Authors: Wil McCarthy
chapter fourteen
in which consequences are
weighed and chosen
The error-correction virus turned out to be merely
the first salvo in a battle that would later be known as Eridge Kuipera. The damaging effects on travelers turned out to be incidental to the bug's real purpose, which was to prop open a small vulnerability in the Nescog, paving the way for further attacks.
The second and third viruses rebounded from a growing thicket of Queendom defenses, but the fourth one—named by different authorities as Heater, Snaps, and Variant Delta—managed to pick its way through the obstacles and squeeze itself into some twenty percent of the Nescog's scattered nodes. Its effects were rather more serious, being fifty percent lethal to traveling humans and, ominously, to their buffer images and unsecured backups as well.
As a precaution, citizens were advised to back themselves up at their earliest convenience, at any of the Queendom's thousands of secure, off-network repositories. But with tens of billions of customers flooding in all at once, the Vaults were overwhelmed, and waiting lists quickly grew from weeks to months to well over a decade.
Meanwhile,
Perdition
continued downsystem on a course that could only be described as belligerent, for its exhaust of coherent gamma rays cut straight through the heart of the Queendom, sweeping dangerously close to the Saturnian system and in fact bathing several asteroid-belt settlements with sublethal but highly obnoxious radiation. Shipping lanes were disrupted; ring collapsiter segments flickered and flashed with secondary Cerenkov emissions.
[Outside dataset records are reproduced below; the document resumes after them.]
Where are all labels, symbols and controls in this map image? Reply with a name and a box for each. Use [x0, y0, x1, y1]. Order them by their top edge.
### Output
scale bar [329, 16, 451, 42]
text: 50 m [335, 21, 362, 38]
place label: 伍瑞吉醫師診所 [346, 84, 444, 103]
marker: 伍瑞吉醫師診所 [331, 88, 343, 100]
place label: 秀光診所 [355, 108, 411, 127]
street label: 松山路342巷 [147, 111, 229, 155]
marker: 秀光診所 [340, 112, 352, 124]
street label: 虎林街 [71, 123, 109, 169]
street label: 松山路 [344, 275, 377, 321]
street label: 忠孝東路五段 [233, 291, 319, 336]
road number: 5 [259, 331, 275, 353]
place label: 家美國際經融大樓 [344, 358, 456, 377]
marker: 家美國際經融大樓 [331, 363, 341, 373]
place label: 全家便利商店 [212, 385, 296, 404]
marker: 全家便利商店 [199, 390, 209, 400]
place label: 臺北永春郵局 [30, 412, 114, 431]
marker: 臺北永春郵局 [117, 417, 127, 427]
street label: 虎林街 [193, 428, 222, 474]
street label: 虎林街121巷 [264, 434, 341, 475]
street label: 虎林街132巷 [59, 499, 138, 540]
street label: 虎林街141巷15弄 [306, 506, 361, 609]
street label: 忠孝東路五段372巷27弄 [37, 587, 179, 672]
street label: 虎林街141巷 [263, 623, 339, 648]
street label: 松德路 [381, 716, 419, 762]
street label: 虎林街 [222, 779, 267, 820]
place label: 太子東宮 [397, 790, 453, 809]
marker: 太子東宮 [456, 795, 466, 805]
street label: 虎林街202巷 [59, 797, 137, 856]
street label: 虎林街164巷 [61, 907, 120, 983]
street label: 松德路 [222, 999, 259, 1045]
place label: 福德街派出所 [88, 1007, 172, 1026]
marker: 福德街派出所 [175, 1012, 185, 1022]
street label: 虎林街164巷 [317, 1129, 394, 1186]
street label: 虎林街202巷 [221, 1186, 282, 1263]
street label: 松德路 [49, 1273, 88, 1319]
And unless the starship's course was altered, that beam would eventually—if briefly—play right across the Earth at much closer range, sickening tens of billions of people on the ground and, in all probability, vaporizing anyone in orbit, where the shelter of a planetary atmosphere was moot. Plant life would not be much affected, but the animal toll on the worst-hit continent of South America would be steep.
Too, the atmosphere itself would heat up in a hurricane-sized bullseye pattern—elevated by ten or twenty degrees Kelvin at the center—and the oceans beneath would warm slightly as well. This would be enough to play havoc with the weather for months, or perhaps longer. And then
Perdition
itself would ease into a high orbit, from which further assaults on the Earth would be trivially easy.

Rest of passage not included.